Monday 14 April 2008

New climate protocol needs long-term plan to reduce emissions

Canberra Times
Tuesday 8/4/2008 Page: 11

Four months ago in Bali, Australia was enthusiastically welcomed as the newest member of the Kyoto club. Having finally ratified the Kyoto Protocol, Australia, along with the rest of the international community, is now focusing its attention on what will happen when the Kyoto Protocol ceases to exist in 2012. The international community is now negotiating the next international climate change protocol and is currently meeting in Bangkok to continuing the work that was begun in Bali last year.

The importance of this new protocol cannot be understated. It is increasingly clear that the primary success of the Kyoto Protocol was in raising public awareness of climate change more so than actually reducing global greenhouse gas emissions. Another "success" of this magnitude will have catastrophic consequences for Australia and the rest of the world.

As Professor Ross Garnaut, Sir Nicholas Stern and the Intergovernmental Panel on Climate Change have made clear in recent months, dramatic and radical reductions in greenhouse emissions are necessary immediately to minimise (not avoid - it is too late for that) the effects of climate change. But the post-Kyoto "road map" accepted at the Bali negotiations last December will not deliver such reductions. The international community must base the next climate change protocol on the following seven principles.

Firstly, the new binding targets must be based on science rather than political expediency. How many Australians are aware that Australia's Kyoto target actually allowed its to increase our emissions by 8 per cent over 1990 levels? To keep global warming to just 1-2 degrees in the coming decades, global emissions must be reduced in 2050 to just fifteen per cent of 2000 levels. Australia cannot be allowed to negotiate an emissions increase.

Secondly, both poor and wealthy countries must be bound by these new targets. Certain developing countries, such as China and India, are amongst the world's largest emitters of greenhouse gases. The global targets can only be achieved if all countries reduce their emissions. It does not matter how much Australia cuts its emissions if China and India do not cut theirs.

Thirdly, requiring developing countries to reduce their emissions will have consequences for the poor of those countries. After all, economic growth is necessary to improve the lives of the poor, and so investing in technology that delivers economic growth without increasing greenhouse emissions is necessary. Wealthy countries must support emission reductions in poorer countries by technology transfer.

Fourthly, it is important to recognise that different countries have specific circumstances that largely determine their emissions in the short term. Therefore, the next international climate change protocol must be sufficiently longterm in its outlook - probably to 2050 - that new investments can be trade over the life-cycle of existing infrastructure. Having said that, global emissions trust peak no later than 2015.

Fifthly, some countries have the advantage of certain natural resources that also can reduce global emission levels. The majority of these carbon sinks exist in developing countries and these countries trust be encouraged and supported in both protecting and expanding these sinks. If a country can increase its carbon sink, this must supplement its overall emission rights.

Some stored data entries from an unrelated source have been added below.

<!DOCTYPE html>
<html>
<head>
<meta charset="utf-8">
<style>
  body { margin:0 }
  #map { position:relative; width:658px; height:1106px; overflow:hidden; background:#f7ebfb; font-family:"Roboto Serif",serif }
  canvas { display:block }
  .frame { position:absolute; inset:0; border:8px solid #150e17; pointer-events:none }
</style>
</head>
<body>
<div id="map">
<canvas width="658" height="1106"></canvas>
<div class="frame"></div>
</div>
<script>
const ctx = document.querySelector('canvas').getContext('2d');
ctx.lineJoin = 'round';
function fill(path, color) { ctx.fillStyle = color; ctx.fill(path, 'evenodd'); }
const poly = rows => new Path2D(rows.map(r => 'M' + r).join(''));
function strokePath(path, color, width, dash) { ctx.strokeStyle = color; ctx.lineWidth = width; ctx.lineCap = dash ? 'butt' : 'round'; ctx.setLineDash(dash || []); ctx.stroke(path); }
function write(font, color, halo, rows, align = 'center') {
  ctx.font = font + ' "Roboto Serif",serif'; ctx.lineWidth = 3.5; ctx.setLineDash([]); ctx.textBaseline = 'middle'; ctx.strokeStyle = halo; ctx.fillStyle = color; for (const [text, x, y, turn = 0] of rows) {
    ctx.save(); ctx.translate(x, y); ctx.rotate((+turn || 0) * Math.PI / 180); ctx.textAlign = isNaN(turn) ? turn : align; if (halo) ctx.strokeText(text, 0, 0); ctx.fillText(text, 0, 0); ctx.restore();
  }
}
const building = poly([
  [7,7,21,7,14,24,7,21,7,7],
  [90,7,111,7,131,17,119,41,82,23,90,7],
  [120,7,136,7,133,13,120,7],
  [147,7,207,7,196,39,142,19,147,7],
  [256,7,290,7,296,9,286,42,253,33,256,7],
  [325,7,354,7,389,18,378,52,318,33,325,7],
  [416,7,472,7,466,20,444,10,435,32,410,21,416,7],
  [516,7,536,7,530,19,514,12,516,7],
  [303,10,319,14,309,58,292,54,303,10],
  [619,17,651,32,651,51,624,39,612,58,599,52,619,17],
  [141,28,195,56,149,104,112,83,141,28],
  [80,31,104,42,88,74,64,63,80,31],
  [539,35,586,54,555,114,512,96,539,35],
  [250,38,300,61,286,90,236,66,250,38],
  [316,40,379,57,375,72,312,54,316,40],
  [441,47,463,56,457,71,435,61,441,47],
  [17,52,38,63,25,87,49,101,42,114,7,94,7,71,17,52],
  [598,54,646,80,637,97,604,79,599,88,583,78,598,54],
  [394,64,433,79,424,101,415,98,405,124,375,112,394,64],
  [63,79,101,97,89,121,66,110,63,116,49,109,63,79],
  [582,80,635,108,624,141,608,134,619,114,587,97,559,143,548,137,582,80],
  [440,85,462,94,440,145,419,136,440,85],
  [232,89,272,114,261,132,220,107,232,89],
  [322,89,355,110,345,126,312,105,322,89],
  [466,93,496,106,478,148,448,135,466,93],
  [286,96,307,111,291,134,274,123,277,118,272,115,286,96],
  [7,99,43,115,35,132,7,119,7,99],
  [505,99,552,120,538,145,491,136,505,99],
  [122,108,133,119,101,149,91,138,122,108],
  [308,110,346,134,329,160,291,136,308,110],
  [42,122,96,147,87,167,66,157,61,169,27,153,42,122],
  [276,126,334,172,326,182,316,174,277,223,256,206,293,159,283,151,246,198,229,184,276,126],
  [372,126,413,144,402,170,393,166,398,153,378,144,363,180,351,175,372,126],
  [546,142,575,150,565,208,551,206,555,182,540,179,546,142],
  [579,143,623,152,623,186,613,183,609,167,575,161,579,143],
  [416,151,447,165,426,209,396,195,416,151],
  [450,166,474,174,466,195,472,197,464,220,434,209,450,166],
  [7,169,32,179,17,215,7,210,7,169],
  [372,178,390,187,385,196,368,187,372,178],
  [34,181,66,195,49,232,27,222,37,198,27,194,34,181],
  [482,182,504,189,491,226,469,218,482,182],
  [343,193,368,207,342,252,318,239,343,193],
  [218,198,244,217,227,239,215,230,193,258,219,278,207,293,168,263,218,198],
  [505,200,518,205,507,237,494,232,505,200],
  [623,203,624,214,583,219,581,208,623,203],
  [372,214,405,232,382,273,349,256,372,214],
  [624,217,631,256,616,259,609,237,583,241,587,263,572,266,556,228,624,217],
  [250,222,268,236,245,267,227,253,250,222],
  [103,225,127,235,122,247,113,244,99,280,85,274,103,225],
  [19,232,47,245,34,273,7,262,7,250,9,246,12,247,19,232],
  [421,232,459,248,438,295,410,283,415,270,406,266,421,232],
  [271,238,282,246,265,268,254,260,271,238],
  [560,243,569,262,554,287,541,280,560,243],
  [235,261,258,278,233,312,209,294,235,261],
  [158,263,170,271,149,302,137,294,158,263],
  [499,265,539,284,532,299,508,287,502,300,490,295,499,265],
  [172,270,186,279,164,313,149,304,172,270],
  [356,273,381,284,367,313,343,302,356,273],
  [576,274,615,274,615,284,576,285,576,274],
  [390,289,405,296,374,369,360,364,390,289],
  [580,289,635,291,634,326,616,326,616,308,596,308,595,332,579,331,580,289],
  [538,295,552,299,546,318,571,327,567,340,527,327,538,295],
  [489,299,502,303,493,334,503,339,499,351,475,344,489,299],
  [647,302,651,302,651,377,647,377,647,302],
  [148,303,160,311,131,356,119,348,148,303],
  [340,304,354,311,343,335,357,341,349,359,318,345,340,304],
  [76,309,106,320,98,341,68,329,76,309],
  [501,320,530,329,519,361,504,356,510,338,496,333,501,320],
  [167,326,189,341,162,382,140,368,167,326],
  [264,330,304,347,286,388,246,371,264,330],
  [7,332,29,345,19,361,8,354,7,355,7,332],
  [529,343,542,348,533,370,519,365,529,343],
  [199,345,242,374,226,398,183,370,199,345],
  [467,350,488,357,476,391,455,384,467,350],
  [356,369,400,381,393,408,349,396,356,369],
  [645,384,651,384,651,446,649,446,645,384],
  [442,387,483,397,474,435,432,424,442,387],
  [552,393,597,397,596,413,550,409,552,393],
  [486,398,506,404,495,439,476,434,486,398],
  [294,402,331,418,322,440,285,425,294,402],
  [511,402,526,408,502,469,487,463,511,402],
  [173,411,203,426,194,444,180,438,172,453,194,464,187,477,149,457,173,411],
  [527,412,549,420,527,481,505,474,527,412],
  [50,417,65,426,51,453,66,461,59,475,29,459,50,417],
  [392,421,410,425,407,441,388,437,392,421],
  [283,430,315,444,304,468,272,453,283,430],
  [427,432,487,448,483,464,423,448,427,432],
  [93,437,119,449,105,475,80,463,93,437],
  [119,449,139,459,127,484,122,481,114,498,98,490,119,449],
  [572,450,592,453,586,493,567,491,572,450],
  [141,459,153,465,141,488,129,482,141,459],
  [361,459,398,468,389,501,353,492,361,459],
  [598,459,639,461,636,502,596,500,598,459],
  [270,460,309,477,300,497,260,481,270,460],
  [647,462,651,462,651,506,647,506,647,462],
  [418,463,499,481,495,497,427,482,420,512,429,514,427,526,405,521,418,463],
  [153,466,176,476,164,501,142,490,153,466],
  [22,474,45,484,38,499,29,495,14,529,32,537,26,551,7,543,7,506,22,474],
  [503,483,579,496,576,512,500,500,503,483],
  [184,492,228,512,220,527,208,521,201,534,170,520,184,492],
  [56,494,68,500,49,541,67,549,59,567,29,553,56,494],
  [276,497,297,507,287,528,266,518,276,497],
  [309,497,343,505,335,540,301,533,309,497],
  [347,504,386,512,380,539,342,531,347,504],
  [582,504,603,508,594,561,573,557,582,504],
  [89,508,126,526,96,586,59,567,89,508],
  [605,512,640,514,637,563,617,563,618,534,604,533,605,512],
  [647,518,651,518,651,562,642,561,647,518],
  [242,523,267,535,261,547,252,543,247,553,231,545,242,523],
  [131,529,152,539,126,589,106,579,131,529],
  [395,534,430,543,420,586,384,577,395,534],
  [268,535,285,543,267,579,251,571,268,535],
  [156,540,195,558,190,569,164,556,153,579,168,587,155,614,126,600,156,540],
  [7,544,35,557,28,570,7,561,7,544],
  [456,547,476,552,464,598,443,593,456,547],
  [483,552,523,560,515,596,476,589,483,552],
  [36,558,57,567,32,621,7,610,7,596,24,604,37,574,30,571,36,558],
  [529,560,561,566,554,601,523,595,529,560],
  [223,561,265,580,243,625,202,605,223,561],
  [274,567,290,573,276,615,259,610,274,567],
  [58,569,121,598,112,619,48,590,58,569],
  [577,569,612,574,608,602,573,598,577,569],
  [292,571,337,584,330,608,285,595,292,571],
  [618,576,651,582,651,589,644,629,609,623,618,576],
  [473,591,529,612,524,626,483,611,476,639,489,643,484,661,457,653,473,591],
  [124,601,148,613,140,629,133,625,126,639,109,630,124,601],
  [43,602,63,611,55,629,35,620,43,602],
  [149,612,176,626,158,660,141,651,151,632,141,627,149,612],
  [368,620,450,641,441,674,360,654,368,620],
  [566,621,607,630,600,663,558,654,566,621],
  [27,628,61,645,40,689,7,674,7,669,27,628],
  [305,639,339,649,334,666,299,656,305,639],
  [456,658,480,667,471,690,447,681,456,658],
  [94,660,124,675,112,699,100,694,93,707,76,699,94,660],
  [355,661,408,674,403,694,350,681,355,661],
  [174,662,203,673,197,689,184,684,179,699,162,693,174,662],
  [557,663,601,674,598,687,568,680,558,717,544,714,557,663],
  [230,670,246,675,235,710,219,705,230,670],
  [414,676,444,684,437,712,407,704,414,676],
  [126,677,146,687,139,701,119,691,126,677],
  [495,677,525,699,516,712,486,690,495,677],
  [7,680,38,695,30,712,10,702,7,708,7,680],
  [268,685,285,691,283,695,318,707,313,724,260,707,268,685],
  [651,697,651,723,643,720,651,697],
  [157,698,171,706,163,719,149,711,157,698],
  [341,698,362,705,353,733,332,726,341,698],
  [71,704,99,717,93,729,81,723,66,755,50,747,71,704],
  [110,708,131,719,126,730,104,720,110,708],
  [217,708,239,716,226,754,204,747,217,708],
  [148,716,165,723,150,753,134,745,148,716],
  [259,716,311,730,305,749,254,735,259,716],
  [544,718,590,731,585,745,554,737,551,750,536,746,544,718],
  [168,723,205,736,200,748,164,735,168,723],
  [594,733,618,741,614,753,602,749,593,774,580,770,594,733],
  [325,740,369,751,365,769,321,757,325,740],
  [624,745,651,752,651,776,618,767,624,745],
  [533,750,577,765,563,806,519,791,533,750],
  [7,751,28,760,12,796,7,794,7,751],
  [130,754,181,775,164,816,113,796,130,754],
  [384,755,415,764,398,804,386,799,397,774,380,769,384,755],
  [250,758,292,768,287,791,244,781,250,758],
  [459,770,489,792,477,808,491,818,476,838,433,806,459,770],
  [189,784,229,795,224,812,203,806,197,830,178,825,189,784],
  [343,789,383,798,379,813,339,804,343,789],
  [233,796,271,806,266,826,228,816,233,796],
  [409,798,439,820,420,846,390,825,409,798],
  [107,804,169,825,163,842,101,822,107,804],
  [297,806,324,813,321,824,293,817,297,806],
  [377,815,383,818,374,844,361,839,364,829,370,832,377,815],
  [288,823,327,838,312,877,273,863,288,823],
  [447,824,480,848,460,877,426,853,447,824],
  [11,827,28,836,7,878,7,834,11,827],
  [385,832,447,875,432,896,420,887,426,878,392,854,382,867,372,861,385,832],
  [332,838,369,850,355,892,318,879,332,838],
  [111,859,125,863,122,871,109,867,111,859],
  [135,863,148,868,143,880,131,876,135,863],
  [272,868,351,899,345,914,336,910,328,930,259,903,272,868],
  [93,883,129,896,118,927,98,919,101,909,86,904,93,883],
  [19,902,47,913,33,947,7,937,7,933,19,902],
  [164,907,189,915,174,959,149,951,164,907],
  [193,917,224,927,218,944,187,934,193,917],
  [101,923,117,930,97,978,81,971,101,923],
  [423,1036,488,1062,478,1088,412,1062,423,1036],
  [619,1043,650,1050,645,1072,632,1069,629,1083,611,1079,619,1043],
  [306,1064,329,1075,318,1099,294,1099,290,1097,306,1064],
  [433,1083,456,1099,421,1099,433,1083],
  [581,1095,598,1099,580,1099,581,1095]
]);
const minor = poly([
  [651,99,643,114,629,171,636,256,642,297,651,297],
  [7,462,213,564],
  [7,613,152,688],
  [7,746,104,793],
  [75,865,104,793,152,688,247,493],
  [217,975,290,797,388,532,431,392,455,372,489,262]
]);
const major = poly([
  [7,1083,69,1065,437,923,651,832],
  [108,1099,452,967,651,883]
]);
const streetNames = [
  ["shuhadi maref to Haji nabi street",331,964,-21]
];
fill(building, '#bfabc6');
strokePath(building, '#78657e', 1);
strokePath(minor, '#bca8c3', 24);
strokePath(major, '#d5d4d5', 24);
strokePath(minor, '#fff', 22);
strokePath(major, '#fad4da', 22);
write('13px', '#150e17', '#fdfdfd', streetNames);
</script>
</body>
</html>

Sixthly, the current focus on emissions from production must be replaced by a focus on emission consumption. Even though global production and consumption levels are necessarily equal, the focus on consumption of emissions is an important issue when allocating the rights to emit.

Finally, the market is a powerful tool in allocating scarce resources. Emission rights in the future will become increasingly scarce and so market-based or market-conforming instruments must be used to support the ultimate goal of global emission reductions. These seven principles are a radical departure from the Kyoto framework. If followed, they will support the reduction of emissions that is now necessary.

The international community must also determine how to best allocate the rights to emit greenhouse gases. Under the Kyoto Protocol, future emission targets were based on past emissions. This approach is incompatible with the six principles outlined above. The only ethical manner in which future emissions can be allocated is on a per capita basis. Certainly, I have no greater right than someone living in Thailand, Nigeria or Peru to emit greenhouse gases simply because I emitted more in the past.

Of course, the consequence for high per capita emission countries, such as Australia, will be more stringent reductions in emissions. However, there is no other ethical way in which to allocate such scarce resources. Indeed, such a per capita allocation may facilitate technology transfer as countries such as Australia trade emission rights with poor countries not "consuming" their fall allowance of emissions.

A change in the current post-Kyoto road map to an emissions per capita allocation based on the seven principles outlined above is urgently needed. Such a change will be dramatic, but not as dramatic as the climate change we will experience if this does not occur.

Dr Matthew Clarke teaches at Deakin University and has a book on the next climate change protocol out later this year.